WORK INSTRUCTIONS
Whenever a line of the data below holds the string "rows", copy that line.
══ DATA TO PROCESS ══
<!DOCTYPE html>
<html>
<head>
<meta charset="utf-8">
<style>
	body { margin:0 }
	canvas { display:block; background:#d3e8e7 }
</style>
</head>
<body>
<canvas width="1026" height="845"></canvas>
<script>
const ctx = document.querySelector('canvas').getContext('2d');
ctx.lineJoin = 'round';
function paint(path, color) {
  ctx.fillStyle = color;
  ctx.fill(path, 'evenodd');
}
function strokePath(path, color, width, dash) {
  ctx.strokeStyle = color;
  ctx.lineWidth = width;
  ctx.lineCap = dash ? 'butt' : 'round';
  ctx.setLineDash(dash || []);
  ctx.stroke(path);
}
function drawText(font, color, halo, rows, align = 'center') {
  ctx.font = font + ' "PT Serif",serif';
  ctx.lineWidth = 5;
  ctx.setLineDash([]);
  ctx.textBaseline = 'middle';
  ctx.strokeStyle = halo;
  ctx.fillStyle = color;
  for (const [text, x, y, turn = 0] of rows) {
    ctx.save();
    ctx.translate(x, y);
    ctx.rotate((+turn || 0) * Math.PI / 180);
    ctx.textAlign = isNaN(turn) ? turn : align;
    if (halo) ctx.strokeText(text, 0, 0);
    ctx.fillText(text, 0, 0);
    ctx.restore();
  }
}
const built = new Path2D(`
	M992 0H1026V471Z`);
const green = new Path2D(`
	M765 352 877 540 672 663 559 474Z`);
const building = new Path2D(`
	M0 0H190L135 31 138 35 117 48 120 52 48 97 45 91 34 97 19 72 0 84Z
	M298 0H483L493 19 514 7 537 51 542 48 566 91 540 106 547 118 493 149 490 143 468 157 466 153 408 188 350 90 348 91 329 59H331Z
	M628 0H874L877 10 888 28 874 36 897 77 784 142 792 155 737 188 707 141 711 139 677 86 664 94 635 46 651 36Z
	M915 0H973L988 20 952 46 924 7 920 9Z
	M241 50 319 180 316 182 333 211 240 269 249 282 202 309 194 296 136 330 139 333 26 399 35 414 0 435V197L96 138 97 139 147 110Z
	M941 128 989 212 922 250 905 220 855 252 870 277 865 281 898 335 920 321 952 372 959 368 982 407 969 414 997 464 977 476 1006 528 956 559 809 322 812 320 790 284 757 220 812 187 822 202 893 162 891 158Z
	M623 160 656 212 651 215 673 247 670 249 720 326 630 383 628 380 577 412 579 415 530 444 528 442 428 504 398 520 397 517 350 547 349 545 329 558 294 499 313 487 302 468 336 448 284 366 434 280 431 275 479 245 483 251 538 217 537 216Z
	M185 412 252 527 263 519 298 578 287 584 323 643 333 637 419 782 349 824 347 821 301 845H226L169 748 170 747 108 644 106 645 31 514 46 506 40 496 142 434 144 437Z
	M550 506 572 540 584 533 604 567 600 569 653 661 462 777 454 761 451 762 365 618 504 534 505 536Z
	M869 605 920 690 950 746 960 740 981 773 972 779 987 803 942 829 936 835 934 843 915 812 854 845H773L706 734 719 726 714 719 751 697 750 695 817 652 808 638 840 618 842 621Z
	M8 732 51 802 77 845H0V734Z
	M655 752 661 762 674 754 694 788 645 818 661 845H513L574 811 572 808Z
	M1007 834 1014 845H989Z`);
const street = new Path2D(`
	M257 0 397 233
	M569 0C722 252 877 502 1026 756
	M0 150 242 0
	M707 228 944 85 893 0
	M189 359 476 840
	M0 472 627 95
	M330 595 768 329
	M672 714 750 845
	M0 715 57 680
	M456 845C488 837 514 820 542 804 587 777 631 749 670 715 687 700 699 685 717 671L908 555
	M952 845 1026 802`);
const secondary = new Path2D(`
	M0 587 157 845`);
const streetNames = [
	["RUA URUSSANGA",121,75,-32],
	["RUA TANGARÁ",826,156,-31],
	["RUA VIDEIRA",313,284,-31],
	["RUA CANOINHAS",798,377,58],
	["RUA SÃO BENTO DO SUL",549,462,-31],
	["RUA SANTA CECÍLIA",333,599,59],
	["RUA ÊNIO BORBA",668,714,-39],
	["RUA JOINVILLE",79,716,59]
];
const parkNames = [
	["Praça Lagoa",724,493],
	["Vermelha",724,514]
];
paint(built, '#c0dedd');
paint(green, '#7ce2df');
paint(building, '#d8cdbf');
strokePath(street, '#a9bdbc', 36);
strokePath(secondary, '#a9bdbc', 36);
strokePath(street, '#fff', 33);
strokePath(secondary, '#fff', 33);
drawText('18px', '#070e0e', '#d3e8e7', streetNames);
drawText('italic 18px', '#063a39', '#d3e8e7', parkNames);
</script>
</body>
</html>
═══
RESPONSE FOR THIS EXERCISE
function drawText(font, color, halo, rows, align = 'center') {
  for (const [text, x, y, turn = 0] of rows) {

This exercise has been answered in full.